Records from a data source:
════════════════

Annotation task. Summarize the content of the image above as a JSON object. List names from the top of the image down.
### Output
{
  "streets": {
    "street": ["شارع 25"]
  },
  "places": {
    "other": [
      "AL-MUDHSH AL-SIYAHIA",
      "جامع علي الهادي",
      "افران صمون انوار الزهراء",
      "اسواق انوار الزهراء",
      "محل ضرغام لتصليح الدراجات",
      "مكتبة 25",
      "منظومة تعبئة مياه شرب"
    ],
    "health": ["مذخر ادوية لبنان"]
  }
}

════════════════

→ **Task statement**
All of the entries must be printed again exactly as given.

→ **Written reply**
Annotation task. Summarize the content of the image above as a JSON object. List names from the top of the image down.
### Output
{
  "streets": {
    "street": ["شارع 25"]
  },
  "places": {
    "other": [
      "AL-MUDHSH AL-SIYAHIA",
      "جامع علي الهادي",
      "افران صمون انوار الزهراء",
      "اسواق انوار الزهراء",
      "محل ضرغام لتصليح الدراجات",
      "مكتبة 25",
      "منظومة تعبئة مياه شرب"
    ],
    "health": ["مذخر ادوية لبنان"]
  }
}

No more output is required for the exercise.